Card makers, gift shops, and every major retailer wants you to believe that some moments are more important than others. Do not believe them. Graduations, weddings, births, and deaths - these are all occasions to give gifts and celebrate. But here's the secret no one's telling you: these moments in time are really no more significant than any other.
There is no card for "Today you will meet the love of your life while trying to decide if you want the venti or just the tall white mocha." You don't dress up for sitting on the bed listening to your daughter laugh while you tickle her, your chubby fingers under her delicate chin as you watch and soak in every second of her new laugh as she learns just how much she can take, cackles and chuckles rising to the ceiling as she gasps for air and tries to wiggle away only to look up at you with a full smile when you stop, daring you to do it again so she can feel what it's like to be ticklish and to be close and to be lost in your arms that are bigger than she can think of being right now. There are no balloons when you go for a walk to the cupcake store with your wife and no are songs written to commemorate picking up dinner on the way home after a long day at work so you can sit and eat with someone else - someone who inexplicably gets you and even celebrates the fact that after a grueling day of putting your dreams on hold, a Happy Meal and a milkshake is required eating before changing into pajamas at 7:30 so you can watch mindless sitcoms until it's time for bed and you do it all over again tomorrow.
These moments are significant. We must recognize them and celebrate.
Without the coffee shop encounter, we never make it to the wedding. Without tickles on the bed, we don't get to make a meaningful toast when she graduates. Without walks to the cupcake shop or bad fast food, there is nothing to mourn when they're gone.
A lot of life gets lost in the planning. We shop for the perfect dress, design the right invitations, register for gifts, talk about the big picture and dream our life away. And while lots of fun, the casualty of our wishing is that we sacrifice the present moment - the chance to just be - for the hope of a future self that may or may not come to fruition. That's a big risk, to pin our identity on a few moments in time captured eloquently on video or in a photo when we have the chance to be ourselves right now.
Soaking it up will do wonders for who it is you're trying to be. Because you're him. Or her. Right now. And that is significant.
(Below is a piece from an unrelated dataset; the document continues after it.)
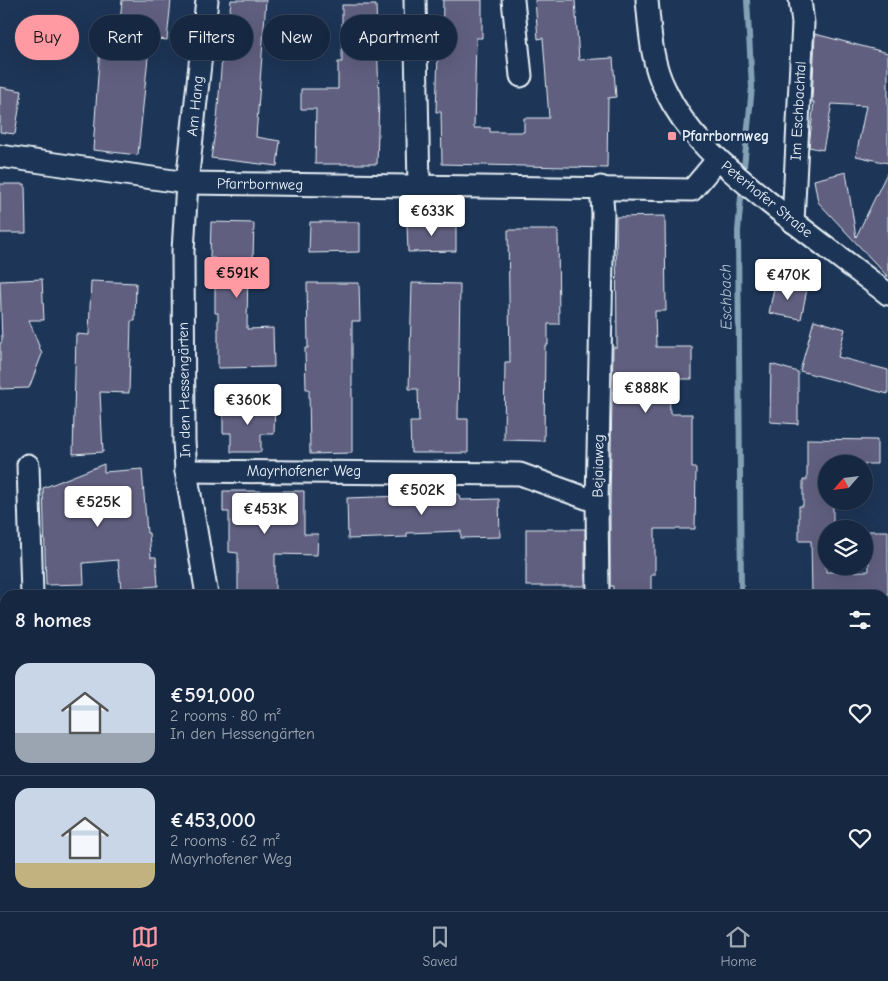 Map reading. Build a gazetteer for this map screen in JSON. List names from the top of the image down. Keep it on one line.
{"streets":{"street":["Am Hang","Im Eschbachtal","Pfarrbornweg","Peterhofer Straße","In den Hessengärten","Bejaiaweg","Mayrhofener Weg"]},"crossings":[["Am Hang","Pfarrbornweg"],["Am Hang","In den Hessengärten"],["Im Eschbachtal","Peterhofer Straße"],["Pfarrbornweg","Peterhofer Straße"],["Pfarrbornweg","In den Hessengärten"],["Pfarrbornweg","Bejaiaweg"],["In den Hessengärten","Mayrhofener Weg"],["Bejaiaweg","Mayrhofener Weg"]],"water":["Eschbach"],"places":{"transit":["Pfarrbornweg"]},"north":"bottom left","page":{"chip":["Buy","Rent","Filters","New","Apartment"],"price":["€633K","€591K","€470K","€888K","€360K","€502K","€525K","€453K"],"heading":"8 homes","list":[{"name":"€591,000","note":"2 rooms · 80 m² · In den Hessengärten"},{"name":"€453,000","note":"2 rooms · 62 m² · Mayrhofener Weg"}],"tabs":["Map","Saved","Home"]}}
Random breezes across your face while you lay out a blanket to read a book in the park should remind you that like the unpredictable, refreshing, and passing wind, your life is too important to be left up to your planning for what someone else defines as a significant moment. Create a meaningful moment in time with the people around you right now. Take a picture if you want to. And breathe deeply the love, hope, and significance of that moment.